- _ACTION ITEM_
Using the material that follows, identify and copy each line with the string "dasharray".

- _DATA FOR REVIEW_
+ + +

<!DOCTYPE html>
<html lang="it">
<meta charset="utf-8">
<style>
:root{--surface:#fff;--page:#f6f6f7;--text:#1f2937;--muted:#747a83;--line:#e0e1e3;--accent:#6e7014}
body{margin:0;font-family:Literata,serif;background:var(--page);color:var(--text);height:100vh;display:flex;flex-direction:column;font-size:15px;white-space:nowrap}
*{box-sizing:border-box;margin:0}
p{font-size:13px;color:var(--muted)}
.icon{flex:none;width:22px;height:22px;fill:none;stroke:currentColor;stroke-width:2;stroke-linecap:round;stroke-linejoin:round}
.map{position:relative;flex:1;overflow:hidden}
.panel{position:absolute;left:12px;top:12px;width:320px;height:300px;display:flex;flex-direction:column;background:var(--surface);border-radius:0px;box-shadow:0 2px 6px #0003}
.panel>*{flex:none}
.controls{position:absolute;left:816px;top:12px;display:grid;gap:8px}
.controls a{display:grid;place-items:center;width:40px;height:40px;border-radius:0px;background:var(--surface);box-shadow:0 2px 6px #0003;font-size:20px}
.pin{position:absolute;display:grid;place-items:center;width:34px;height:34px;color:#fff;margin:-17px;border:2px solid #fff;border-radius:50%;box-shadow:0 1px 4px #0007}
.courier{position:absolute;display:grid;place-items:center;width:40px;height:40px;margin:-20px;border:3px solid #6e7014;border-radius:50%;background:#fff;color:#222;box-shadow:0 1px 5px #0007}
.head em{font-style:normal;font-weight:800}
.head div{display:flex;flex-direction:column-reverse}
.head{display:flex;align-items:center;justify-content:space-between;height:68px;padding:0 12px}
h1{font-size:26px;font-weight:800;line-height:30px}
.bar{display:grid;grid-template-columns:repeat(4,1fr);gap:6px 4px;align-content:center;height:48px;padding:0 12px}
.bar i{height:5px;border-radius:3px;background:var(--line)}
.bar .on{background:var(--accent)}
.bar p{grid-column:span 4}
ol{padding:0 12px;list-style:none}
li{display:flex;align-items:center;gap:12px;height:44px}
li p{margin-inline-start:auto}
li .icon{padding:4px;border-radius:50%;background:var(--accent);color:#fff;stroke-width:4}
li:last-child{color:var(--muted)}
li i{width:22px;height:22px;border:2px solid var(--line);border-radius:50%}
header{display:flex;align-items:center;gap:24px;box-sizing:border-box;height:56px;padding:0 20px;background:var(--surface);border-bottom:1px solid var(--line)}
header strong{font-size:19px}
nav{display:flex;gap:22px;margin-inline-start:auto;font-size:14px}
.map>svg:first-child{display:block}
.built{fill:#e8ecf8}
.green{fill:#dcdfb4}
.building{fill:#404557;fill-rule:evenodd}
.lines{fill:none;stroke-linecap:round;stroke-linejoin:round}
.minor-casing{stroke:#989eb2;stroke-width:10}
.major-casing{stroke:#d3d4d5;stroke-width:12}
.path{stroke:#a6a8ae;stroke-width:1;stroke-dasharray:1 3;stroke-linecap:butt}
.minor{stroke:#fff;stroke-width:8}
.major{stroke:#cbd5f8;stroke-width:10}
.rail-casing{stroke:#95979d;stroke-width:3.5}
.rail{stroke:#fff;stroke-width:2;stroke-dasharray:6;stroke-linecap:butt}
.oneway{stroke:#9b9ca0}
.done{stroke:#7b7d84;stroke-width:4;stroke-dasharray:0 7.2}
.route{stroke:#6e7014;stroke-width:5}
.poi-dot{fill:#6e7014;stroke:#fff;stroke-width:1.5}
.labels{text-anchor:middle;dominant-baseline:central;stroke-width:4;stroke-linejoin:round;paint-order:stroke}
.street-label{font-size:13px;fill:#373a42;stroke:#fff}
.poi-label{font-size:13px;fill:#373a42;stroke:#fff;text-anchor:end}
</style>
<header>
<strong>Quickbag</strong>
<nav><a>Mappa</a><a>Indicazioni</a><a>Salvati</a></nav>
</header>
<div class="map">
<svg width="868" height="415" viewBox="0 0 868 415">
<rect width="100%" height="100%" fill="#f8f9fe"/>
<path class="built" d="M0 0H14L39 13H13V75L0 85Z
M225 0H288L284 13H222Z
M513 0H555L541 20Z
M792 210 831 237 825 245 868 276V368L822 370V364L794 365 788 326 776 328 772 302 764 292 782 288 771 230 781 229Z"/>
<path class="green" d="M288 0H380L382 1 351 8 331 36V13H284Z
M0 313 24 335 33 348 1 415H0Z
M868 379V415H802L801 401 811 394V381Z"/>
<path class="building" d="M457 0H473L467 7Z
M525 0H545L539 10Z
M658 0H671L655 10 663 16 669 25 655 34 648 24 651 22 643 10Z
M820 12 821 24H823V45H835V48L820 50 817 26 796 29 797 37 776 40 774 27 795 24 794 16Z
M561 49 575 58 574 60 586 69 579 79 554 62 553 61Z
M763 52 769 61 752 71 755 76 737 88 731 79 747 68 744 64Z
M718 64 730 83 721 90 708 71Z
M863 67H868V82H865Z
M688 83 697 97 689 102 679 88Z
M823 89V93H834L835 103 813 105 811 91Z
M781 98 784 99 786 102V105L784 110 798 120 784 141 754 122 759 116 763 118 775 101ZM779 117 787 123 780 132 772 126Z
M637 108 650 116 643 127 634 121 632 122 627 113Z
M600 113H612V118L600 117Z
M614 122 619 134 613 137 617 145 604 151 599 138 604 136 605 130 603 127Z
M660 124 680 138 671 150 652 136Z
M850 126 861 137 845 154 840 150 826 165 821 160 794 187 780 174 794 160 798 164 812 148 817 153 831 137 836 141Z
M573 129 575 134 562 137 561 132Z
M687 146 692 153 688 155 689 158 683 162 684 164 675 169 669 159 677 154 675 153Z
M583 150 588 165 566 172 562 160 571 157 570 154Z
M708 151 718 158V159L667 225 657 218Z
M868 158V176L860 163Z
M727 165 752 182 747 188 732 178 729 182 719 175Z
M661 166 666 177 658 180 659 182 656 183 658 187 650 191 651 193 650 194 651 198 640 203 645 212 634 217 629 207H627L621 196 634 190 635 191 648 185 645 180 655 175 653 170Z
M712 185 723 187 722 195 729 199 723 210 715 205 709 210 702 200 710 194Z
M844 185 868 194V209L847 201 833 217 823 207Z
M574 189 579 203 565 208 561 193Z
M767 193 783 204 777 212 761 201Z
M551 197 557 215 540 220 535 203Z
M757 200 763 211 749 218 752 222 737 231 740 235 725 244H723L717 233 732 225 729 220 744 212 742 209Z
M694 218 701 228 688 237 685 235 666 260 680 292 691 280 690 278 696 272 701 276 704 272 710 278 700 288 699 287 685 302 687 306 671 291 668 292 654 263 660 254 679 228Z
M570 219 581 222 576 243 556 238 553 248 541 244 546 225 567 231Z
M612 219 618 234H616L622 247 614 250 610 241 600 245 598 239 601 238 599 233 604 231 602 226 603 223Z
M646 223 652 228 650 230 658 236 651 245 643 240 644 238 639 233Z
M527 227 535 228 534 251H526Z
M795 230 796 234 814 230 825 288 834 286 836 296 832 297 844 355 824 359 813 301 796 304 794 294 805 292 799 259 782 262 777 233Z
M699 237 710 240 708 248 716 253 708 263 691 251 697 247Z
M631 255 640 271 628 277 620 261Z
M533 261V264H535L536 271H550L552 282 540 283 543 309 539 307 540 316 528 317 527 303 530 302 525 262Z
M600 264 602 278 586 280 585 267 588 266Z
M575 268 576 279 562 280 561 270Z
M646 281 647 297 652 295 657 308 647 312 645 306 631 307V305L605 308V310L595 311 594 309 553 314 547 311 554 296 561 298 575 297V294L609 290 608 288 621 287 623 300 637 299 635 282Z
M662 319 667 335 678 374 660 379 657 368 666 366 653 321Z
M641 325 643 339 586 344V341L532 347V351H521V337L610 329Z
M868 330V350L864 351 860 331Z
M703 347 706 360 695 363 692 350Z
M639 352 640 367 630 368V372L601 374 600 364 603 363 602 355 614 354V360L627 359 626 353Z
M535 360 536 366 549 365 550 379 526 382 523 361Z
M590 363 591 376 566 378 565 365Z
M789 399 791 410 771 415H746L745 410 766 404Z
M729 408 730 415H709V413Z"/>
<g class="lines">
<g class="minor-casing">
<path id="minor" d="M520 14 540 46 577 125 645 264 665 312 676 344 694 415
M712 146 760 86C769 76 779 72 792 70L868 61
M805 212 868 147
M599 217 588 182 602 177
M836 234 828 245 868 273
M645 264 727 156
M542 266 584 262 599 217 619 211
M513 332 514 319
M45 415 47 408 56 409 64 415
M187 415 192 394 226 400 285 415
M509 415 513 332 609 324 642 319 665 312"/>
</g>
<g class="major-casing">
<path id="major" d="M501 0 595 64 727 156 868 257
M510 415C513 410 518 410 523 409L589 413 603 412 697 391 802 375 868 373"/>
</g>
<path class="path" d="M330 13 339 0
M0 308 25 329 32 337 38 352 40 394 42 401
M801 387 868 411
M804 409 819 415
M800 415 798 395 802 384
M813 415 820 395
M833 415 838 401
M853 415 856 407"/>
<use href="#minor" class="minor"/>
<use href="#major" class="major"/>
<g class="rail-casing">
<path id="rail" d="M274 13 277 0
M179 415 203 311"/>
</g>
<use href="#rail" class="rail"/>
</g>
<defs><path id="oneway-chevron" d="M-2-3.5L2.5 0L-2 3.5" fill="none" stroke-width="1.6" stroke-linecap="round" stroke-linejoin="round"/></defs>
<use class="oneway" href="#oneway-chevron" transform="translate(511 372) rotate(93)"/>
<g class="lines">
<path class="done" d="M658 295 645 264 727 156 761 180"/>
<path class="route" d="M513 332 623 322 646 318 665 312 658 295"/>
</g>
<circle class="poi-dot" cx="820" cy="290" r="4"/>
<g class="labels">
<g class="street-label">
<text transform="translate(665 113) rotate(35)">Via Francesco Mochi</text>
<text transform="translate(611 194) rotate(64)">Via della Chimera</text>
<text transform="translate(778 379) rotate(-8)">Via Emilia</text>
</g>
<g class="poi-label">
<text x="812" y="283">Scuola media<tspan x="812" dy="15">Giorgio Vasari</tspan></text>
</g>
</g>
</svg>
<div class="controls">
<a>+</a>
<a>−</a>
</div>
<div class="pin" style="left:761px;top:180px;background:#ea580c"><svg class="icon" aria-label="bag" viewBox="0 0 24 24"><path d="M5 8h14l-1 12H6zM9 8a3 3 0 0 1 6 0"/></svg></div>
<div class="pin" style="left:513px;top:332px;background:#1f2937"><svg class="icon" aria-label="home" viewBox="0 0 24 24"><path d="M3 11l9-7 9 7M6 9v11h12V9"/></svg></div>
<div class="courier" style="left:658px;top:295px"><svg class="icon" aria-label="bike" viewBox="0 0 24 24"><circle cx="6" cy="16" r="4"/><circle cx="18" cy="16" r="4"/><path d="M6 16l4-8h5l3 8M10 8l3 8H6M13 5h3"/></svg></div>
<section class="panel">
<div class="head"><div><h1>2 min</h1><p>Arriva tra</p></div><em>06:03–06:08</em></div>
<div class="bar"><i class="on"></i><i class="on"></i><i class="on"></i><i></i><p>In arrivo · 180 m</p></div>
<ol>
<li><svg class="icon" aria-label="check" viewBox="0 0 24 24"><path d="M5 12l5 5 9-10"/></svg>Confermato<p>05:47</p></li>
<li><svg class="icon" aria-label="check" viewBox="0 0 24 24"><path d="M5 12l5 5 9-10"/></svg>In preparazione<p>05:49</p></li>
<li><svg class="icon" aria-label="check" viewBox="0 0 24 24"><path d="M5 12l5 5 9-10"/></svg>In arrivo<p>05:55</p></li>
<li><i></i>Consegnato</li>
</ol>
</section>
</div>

+ + +

- _COMPLETED TASK_
.path{stroke:#a6a8ae;stroke-width:1;stroke-dasharray:1 3;stroke-linecap:butt}
.rail{stroke:#fff;stroke-width:2;stroke-dasharray:6;stroke-linecap:butt}
.done{stroke:#7b7d84;stroke-width:4;stroke-dasharray:0 7.2}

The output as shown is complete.